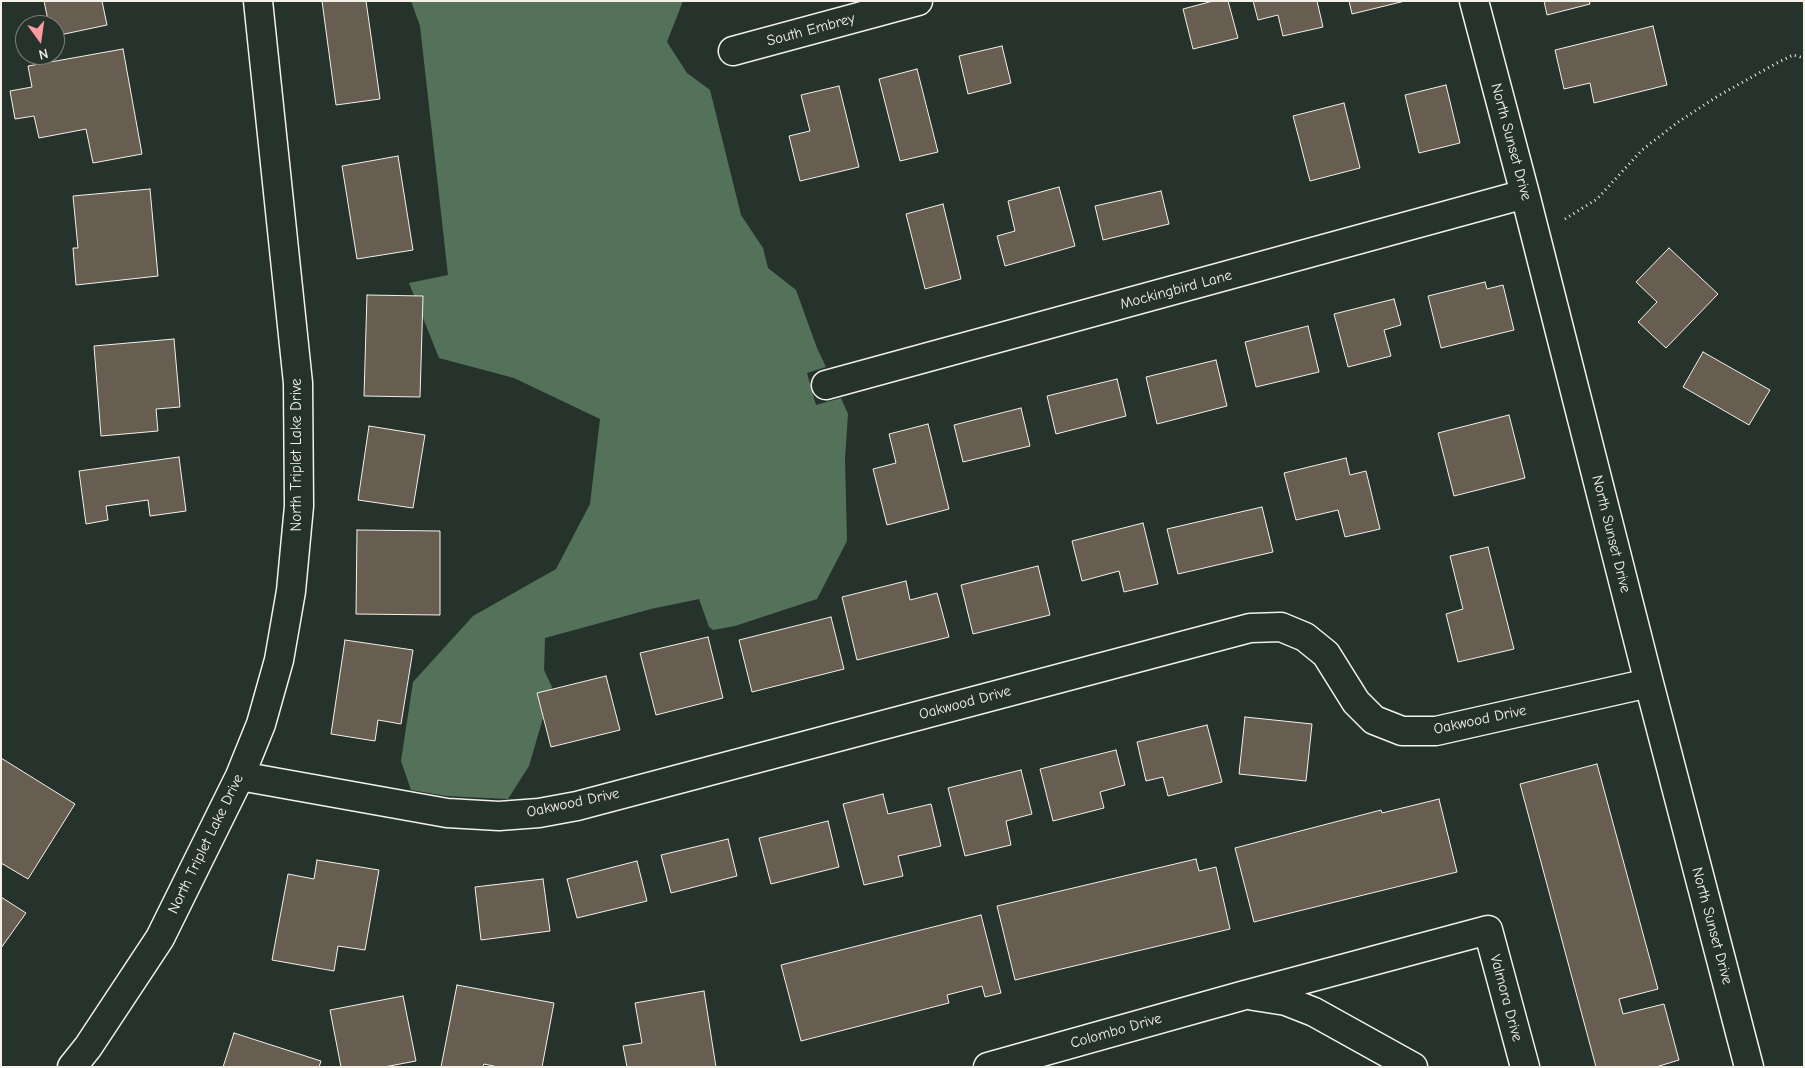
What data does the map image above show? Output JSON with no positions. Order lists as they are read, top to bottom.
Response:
{
  "streets": {
    "street": [
      "South Embrey",
      "North Sunset Drive",
      "Mockingbird Lane",
      "North Triplet Lake Drive",
      "Oakwood Drive",
      "Valmora Drive",
      "Colombo Drive"
    ]
  },
  "crossings": [
    ["North Sunset Drive", "Mockingbird Lane"],
    ["North Sunset Drive", "Oakwood Drive"],
    ["North Triplet Lake Drive", "Oakwood Drive"],
    ["Valmora Drive", "Colombo Drive"]
  ],
  "north": "bottom"
}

— WHAT IS EXPECTED —
For this exercise, transcribe the entries above exactly, without any pictures.

— EXERCISE OUTPUT —
What data does the map image above show? Output JSON with no positions. Order lists as they are read, top to bottom.
Response:
{
  "streets": {
    "street": [
      "South Embrey",
      "North Sunset Drive",
      "Mockingbird Lane",
      "North Triplet Lake Drive",
      "Oakwood Drive",
      "Valmora Drive",
      "Colombo Drive"
    ]
  },
  "crossings": [
    ["North Sunset Drive", "Mockingbird Lane"],
    ["North Sunset Drive", "Oakwood Drive"],
    ["North Triplet Lake Drive", "Oakwood Drive"],
    ["Valmora Drive", "Colombo Drive"]
  ],
  "north": "bottom"
}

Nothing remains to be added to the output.